Please copy each line below that contains the string "absolute".

Saved data entries:
┄┄┄┄┄┄

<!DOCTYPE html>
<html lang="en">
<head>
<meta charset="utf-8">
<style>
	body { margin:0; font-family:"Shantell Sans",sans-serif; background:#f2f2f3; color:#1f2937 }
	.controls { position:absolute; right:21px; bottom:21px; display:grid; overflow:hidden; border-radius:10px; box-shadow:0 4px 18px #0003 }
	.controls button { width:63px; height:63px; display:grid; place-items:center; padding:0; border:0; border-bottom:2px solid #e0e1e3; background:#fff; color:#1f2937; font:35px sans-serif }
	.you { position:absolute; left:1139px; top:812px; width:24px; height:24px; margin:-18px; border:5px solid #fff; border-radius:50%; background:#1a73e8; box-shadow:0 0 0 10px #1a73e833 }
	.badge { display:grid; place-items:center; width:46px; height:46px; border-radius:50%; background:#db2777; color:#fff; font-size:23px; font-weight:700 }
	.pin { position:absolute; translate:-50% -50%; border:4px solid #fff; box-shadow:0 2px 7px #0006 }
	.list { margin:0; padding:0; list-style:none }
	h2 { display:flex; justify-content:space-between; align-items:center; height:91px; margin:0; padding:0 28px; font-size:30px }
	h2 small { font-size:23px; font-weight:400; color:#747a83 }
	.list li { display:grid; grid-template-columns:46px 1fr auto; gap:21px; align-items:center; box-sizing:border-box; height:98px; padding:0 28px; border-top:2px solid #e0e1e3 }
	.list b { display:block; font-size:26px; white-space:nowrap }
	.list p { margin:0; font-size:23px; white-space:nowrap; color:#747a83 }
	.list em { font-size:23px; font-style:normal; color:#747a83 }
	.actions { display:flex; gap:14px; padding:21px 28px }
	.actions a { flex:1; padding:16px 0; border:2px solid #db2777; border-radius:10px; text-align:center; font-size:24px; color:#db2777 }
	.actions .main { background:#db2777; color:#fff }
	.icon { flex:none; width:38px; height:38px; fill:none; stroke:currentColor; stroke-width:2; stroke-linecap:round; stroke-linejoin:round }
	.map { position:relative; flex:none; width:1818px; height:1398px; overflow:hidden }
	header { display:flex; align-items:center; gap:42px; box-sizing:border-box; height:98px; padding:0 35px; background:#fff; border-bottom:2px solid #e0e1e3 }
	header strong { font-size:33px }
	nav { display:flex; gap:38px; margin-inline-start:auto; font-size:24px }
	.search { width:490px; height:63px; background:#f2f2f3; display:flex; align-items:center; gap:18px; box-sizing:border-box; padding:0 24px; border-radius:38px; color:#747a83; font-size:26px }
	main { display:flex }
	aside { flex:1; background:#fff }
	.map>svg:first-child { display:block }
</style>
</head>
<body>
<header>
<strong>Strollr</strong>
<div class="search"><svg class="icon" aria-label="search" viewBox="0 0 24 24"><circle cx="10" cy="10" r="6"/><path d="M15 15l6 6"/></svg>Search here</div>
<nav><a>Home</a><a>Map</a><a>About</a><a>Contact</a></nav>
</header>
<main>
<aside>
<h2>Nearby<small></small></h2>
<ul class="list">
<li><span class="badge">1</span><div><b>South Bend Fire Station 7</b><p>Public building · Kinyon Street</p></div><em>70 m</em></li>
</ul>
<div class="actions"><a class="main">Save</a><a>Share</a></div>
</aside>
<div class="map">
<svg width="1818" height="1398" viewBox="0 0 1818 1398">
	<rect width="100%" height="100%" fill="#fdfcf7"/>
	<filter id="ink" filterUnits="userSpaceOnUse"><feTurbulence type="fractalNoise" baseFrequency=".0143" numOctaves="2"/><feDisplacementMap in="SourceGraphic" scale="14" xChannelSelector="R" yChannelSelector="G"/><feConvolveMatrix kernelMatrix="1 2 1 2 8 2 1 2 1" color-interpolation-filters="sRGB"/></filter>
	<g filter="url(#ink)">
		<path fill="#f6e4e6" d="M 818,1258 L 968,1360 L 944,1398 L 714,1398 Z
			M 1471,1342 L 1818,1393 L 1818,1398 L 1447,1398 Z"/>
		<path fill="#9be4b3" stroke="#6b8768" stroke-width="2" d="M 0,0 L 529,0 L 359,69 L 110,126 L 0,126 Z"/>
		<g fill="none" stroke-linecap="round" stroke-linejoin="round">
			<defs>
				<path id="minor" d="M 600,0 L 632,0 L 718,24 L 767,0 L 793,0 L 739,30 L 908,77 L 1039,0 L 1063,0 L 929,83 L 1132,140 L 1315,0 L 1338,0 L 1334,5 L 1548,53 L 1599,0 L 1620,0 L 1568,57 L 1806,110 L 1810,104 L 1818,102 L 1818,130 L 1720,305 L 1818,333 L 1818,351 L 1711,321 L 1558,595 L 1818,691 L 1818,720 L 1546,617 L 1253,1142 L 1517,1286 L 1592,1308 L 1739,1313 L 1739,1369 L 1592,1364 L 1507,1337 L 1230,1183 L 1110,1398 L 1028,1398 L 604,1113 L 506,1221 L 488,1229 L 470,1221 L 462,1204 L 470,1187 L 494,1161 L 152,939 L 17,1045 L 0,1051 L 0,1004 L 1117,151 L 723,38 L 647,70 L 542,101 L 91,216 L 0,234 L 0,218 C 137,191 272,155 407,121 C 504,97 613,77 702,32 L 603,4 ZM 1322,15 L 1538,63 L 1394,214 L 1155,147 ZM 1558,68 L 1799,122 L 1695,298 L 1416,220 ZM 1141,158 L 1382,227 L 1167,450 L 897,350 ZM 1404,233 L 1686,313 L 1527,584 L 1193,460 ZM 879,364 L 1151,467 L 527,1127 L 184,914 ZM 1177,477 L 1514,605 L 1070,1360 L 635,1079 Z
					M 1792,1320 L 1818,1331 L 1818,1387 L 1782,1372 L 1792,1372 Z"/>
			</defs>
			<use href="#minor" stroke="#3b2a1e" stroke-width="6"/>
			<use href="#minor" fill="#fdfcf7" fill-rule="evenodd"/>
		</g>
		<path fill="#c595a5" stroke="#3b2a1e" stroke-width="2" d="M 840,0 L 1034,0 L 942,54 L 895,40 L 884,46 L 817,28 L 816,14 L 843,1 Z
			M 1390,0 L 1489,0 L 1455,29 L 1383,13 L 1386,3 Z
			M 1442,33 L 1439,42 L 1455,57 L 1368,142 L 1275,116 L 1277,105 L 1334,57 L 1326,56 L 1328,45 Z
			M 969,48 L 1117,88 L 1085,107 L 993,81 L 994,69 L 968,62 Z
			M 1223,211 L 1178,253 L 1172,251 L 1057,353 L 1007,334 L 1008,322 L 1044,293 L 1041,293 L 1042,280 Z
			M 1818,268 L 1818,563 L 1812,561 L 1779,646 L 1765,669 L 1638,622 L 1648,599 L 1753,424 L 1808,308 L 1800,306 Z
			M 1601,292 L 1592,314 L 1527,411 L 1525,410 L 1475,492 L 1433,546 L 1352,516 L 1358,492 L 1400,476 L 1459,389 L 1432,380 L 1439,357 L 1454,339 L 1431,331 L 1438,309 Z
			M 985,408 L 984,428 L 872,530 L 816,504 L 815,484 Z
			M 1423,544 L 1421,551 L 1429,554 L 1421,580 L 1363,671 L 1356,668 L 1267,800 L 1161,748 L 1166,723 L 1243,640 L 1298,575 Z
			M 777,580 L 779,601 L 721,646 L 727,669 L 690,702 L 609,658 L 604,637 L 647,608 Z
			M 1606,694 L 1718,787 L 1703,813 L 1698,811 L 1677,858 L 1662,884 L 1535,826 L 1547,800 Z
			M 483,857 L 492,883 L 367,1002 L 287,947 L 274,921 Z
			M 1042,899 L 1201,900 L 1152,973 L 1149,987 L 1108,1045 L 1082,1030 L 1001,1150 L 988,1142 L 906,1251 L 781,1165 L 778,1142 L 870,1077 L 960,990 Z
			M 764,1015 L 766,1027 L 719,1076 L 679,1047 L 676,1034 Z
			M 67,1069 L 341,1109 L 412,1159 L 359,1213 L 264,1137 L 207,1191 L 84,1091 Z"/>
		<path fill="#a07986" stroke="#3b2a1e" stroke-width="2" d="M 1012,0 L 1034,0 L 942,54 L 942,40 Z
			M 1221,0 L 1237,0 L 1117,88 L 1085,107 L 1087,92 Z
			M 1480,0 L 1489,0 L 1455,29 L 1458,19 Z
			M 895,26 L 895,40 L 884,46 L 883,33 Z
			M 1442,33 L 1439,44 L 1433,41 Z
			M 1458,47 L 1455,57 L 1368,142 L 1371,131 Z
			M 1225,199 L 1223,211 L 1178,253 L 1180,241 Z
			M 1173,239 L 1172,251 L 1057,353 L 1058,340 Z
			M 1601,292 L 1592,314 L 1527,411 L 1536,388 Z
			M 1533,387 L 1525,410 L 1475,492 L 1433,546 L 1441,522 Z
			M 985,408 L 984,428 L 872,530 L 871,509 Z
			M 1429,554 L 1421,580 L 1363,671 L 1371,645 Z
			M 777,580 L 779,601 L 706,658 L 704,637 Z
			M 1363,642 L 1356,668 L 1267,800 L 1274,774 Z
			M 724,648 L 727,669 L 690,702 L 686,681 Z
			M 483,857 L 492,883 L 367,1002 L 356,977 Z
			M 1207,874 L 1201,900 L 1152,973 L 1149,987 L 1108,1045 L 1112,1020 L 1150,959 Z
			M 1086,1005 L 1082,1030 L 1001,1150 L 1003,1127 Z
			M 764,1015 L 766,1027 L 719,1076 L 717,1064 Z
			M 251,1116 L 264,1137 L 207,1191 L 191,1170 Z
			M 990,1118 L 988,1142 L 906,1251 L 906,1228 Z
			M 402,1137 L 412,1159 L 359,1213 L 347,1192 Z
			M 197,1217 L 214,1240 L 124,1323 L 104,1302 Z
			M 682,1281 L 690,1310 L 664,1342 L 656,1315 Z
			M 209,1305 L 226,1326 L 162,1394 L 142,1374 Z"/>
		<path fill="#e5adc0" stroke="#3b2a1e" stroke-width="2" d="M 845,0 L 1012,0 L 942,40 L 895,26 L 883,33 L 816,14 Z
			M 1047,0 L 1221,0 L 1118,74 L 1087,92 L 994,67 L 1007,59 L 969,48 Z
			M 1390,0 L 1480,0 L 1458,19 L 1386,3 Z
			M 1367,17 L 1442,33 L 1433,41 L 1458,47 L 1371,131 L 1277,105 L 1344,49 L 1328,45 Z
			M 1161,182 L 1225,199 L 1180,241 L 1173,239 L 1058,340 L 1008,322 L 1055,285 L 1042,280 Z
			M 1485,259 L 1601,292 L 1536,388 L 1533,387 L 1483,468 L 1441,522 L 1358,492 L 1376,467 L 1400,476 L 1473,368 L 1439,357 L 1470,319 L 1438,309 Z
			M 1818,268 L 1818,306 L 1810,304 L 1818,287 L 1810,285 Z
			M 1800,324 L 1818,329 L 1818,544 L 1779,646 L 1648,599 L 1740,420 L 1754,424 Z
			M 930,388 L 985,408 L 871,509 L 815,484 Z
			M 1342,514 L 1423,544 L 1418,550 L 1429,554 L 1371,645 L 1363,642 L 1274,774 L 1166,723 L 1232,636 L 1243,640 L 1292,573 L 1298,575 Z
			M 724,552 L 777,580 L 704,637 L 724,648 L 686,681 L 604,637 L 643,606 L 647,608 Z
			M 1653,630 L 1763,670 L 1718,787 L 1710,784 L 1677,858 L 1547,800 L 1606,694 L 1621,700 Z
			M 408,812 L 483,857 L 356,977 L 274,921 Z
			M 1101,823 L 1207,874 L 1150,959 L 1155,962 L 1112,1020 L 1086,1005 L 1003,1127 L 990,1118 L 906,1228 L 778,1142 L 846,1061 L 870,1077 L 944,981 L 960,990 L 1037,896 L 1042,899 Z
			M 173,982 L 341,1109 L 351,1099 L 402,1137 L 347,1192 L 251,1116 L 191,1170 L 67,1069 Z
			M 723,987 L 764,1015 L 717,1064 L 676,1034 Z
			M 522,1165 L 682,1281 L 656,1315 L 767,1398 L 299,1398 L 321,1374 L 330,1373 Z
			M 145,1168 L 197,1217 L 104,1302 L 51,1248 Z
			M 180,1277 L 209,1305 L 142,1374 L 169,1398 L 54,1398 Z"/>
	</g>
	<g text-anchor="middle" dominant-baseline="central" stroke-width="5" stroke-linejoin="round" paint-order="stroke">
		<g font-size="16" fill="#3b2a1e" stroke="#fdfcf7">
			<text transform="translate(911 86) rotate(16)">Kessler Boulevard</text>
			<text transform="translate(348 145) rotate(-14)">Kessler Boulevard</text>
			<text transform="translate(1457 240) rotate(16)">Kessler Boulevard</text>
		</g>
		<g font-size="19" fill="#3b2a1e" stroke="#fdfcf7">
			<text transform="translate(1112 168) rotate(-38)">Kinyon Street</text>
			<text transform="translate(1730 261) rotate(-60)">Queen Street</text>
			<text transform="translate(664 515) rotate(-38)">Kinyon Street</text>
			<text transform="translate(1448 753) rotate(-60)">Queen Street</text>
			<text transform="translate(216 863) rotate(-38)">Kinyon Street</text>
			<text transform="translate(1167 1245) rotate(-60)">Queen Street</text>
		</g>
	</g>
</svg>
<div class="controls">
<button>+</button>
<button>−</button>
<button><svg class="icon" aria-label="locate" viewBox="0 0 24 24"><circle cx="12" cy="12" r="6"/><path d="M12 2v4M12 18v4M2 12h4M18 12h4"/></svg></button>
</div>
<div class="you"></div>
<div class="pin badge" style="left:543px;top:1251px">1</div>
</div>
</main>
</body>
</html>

┄┄┄┄┄┄

*Response to this exercise:*
	.controls { position:absolute; right:21px; bottom:21px; display:grid; overflow:hidden; border-radius:10px; box-shadow:0 4px 18px #0003 }
	.you { position:absolute; left:1139px; top:812px; width:24px; height:24px; margin:-18px; border:5px solid #fff; border-radius:50%; background:#1a73e8; box-shadow:0 0 0 10px #1a73e833 }
	.pin { position:absolute; translate:-50% -50%; border:4px solid #fff; box-shadow:0 2px 7px #0006 }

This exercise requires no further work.